Headwinds and societal shifts, such as declining marriage and fertility rates, have depressed homeownership levels among young adults. However, according to new research from Freddie Mac, the biggest barrier slowing young prospective buyers has been housing costs rising faster than incomes.
Freddie Mac’s June Insight examined economic and demographic trends from 2000 to 2016 to identify the causes behind the eight percent decrease in the homeownership rate among young adults (under age 35) since the rate’s peak in 2004.
Rising home costs and relatively stagnant income levels have proved to be the primary reason for the decline in young homeowners (49%), followed by lower marriage and fertility rates (22%), and a likely combination of student debt, a preference towards renting, borrowing constraints and other factors (13%). The younger, more racially diverse population (12%), and increased migration to more densely-populated metro areas, which tend to be more expensive (11%), have also suppressed homeownership.
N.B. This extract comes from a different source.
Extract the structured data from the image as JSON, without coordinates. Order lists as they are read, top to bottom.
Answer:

“Historically low mortgage rates and increasingly favorable employment conditions should have generated a far greater number of home purchases by young adults, especially in the last five years,” said Sam Khater, Freddie Mac’s chief economist. “Unfortunately, home-price and rent growth above incomes, driven primarily by a severe shortage of housing supply have been too high of a hurdle for many would-be buyers to clear.”
Added Khater, “At a time when rising home values continue to build housing wealth for most homeowners, these weaker affordability conditions have led to a missed opportunity for the interested young buyers who are unfortunately priced out of the market.”
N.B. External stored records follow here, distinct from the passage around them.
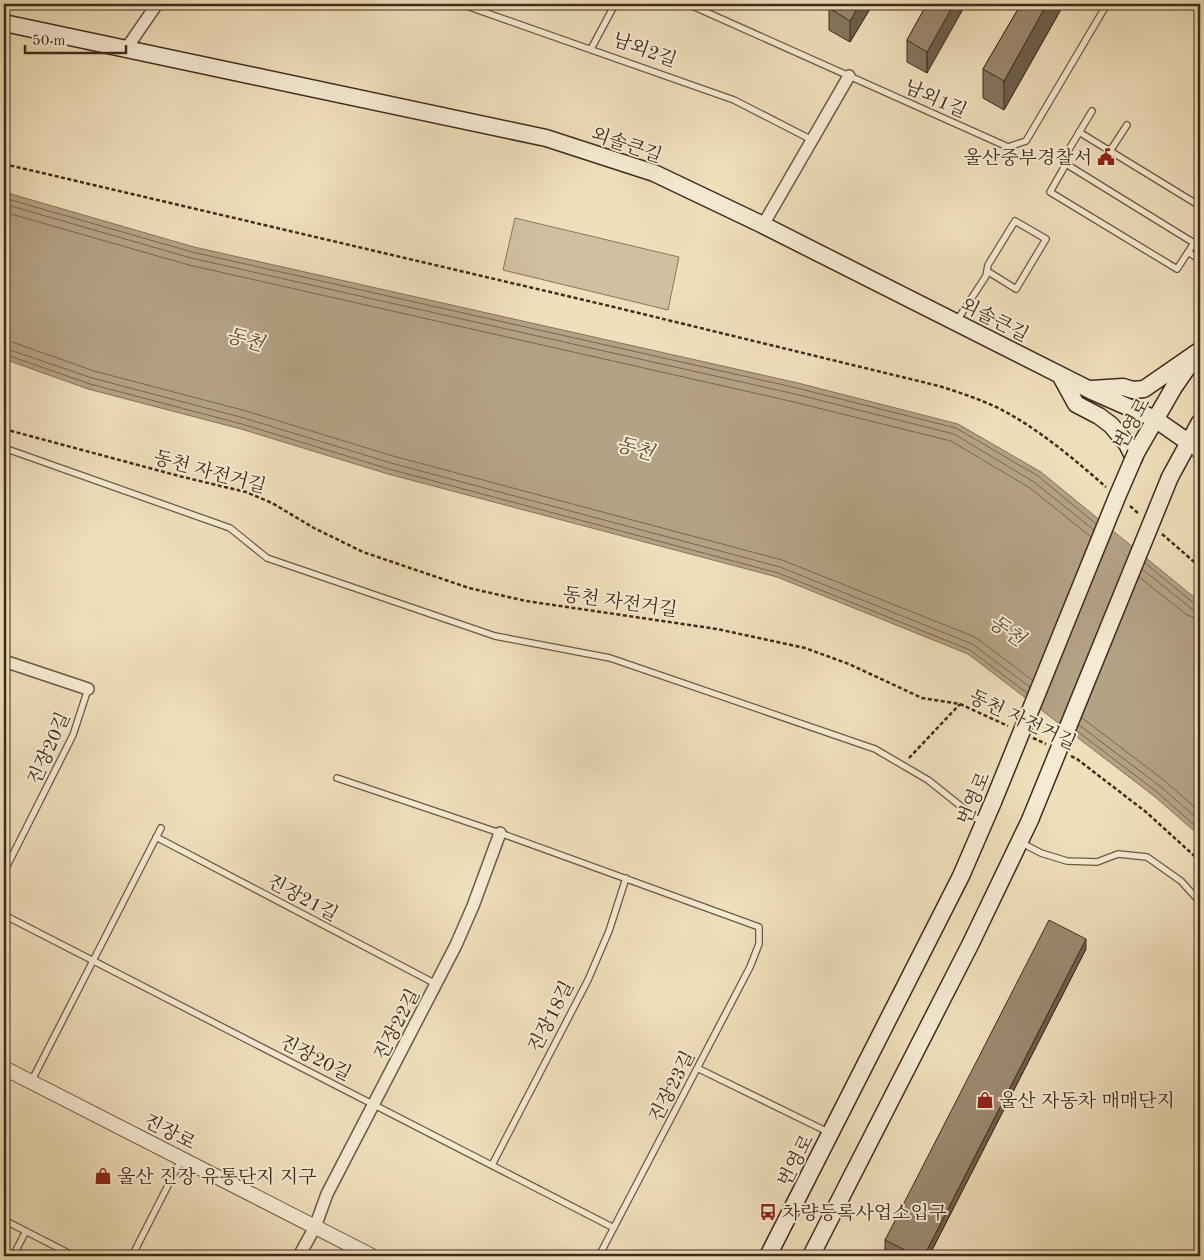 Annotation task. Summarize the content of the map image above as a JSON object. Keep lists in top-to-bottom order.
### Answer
{
  "streets": {
    "main road": ["외솔큰길", "번영로"],
    "street": ["진장22길", "진장로"],
    "lane": [
      "남외2길",
      "남외1길",
      "진장20길",
      "진장21길",
      "진장18길",
      "진장23길"
    ],
    "path": ["동천 자전거길"]
  },
  "crossings": [
    ["외솔큰길", "번영로"],
    ["진장20길", "진장18길"],
    ["진장20길", "진장22길"],
    ["진장20길", "진장23길"],
    ["진장21길", "진장22길"],
    ["진장18길", "진장23길"],
    ["진장22길", "진장로"]
  ],
  "water": ["동천"],
  "places": {
    "public building": ["울산중부경찰서"],
    "shop": ["울산 자동차 매매단지", "울산 진장 유통단지 지구"],
    "bus stop": ["차량등록사업소입구"]
  },
  "scale_bar": "50 m"
}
The research also looked ahead to 2025 to estimate the homeownership rate among two age cohorts: those ages 25-34 in 2016, and those who will be of that age seven years from now. Under the baseline scenario, Freddie Mac estimates that homeownership rates in 2025 will increase for both cohorts as they age, but still remain below the historical average for their respective age groups.
“Demographics, housing preferences and economic conditions will all play a role in the direction of homeownership in coming years,” added Khater. “If economic conditions improve, and incomes and entry-level housing supply increase in a meaningful way, homeownership rates for today and tomorrow’s young adults could exceed our current projections.”